Most people, when thinking about a logo for their business or club, start by producing something for their business cards, stationery, advertising posters etc, and only later realise that it is also a good idea to have their logo on their garments, such as Polo shirts, aprons, or caps etc.
As a result, we often receive images of highly coloured logos that contain a lot of fine detail. There may also be a lot of outlining around such detail to emphasise it. This scenario is further compounded by the design having text – such as a business name – which uses very small lettering, often a thin, cursive script – or an elaborate Serif font.
While such a logo can easily be printed onto a small business card or letterhead, and look visually stunning, it is often simply not possible to satisfactorily to reproduce the same level of detail using embroidery, as it boils down to the resolution achievable on an embroidery machine, as opposed to that from a modern print process, or computer screen – and there is a big difference!

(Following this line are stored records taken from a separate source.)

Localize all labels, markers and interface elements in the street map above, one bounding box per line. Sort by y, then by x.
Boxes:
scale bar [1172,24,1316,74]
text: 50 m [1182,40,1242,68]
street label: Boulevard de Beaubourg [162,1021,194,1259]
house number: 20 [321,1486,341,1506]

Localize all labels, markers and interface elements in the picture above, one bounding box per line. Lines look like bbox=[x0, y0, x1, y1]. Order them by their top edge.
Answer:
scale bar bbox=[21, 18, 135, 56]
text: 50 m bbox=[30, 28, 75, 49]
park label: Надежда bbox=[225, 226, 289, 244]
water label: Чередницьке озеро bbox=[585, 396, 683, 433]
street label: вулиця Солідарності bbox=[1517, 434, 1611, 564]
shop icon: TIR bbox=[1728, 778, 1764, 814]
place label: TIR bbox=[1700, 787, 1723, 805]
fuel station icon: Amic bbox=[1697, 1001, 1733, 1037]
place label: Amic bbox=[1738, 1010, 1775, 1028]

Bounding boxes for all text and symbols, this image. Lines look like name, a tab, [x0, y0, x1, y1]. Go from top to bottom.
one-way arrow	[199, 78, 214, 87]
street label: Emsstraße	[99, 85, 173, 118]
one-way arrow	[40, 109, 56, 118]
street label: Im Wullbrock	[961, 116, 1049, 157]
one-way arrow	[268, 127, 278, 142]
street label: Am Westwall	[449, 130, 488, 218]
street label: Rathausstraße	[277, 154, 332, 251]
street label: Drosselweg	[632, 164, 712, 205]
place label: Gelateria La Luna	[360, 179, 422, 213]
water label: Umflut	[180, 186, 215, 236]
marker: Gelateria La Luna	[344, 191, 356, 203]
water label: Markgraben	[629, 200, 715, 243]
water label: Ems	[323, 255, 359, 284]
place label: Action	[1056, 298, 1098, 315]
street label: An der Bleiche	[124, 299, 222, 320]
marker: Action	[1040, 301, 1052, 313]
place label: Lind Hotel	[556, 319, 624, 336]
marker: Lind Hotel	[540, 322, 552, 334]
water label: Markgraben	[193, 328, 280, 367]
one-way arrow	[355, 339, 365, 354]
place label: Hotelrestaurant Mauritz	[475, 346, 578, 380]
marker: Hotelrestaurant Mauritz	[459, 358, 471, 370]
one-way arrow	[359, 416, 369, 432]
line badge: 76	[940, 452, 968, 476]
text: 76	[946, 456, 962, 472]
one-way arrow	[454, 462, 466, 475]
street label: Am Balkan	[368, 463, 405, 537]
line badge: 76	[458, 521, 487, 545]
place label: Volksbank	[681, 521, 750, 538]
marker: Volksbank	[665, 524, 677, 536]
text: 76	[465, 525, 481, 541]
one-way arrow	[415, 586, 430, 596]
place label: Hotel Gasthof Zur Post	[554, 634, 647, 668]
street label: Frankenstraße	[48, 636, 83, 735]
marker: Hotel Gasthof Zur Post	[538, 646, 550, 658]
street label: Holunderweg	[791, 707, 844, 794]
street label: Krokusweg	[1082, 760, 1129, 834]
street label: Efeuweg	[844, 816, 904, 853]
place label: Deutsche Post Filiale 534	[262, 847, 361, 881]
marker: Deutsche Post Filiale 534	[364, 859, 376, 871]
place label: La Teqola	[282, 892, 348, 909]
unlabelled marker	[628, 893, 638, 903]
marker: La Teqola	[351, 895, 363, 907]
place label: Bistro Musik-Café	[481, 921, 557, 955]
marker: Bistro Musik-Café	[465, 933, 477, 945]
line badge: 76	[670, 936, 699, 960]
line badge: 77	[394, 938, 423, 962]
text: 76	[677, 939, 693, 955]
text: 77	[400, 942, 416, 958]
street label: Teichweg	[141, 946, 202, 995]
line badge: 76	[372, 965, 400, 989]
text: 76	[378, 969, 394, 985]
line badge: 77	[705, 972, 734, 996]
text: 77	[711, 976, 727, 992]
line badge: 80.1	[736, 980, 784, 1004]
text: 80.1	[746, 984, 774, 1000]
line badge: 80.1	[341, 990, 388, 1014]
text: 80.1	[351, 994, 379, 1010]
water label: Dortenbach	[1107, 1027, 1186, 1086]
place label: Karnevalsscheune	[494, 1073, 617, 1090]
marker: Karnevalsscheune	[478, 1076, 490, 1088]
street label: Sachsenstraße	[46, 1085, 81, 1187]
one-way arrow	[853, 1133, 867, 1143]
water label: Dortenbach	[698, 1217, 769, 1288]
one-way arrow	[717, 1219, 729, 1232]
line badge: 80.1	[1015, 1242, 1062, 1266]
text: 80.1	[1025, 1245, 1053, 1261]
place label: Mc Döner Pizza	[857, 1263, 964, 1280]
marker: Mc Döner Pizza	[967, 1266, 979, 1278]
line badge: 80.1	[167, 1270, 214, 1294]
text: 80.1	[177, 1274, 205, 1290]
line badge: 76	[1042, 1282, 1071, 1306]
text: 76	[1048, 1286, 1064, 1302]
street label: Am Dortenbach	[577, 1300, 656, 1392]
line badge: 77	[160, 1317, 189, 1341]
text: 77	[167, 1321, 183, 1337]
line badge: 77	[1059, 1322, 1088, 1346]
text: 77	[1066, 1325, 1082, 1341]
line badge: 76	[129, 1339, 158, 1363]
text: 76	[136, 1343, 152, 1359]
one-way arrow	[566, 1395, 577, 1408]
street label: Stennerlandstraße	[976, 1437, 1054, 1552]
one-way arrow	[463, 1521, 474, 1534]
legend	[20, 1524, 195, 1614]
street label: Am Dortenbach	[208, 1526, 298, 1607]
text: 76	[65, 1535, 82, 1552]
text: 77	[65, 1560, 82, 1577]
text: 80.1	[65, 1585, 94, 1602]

However, all is not lost! By following a few simple rules, your logo can still be visually appealing, and convey the “Brand Image” that you wish. So here are a few pointers toward achieving an embroidered logo you will be proud to wear. We would also say that these are not only our suggestions, it is industry standard advice that can be found all over the internet should you “Google” something like “What makes a good logo design for embroidery” or similar:
1) It is preferrable that the main elements that make up the design be solid blocks of colour, avoiding if possible, a lot of closely spaced sharp points, as again, some of the fine detail will be lost
Our maximum recommended size for left chest embroidery is approx 100-110mm wide. The actual size of garment can play a part here, as a small “Ladies-fitT” shirt, will not provide the same space for “hooping” the garment, as does a “Large i.e. 4XL” in the “Male” equivalent.
We would suggest avoiding outlines or shadowing on lettering with embroidery as it does not always achieve suitable results – it rather depends on the material being embroidered
2) Shaded fills, while possible to a limited degree, often cannot be reproduced very accurately – especially at small sizes, and are best avoided if at all possible. as a reel of embroidery thread is the same single colour from start to finish. Where one colour ends, and another begins, will result in a sharp division between the two. Therefore transitions from, for example, black, through various shades of grey, to white cannot easily be achieved – especially in a small space such as a left chest or cap logo.
3)Consider the colours in your logo, with regard to colour of the item the logo is to be stitched on. We regularly get requests for designs that may be mainly in a solid colour, and the client wants it stitched on a garment that is the same colour! Requests for black on black for example, are very popular – as are blue on blue, or green on green etc. particularly with the lettering. When we point out that the embroidery will not show against a similarly coloured background, the client often says “Oh! I never thought about that!
The above represent a few of the pitfalls that can be encountered when deciding that you want your existing logo embroidered on a garment, in order to promote your business – there are some others as well.
In an ideal world, you would design your logo for embroidery first, and then use that design for you stationery etc. However, it does not always happen that way – and it is not the end of the world. At Mother Goose embroidery, we are always very willing to assist you with getting your logo onto garments, and will liase closely with you in overcoming any possible problems, so that we, as well as you, will be very satisfied with the final product.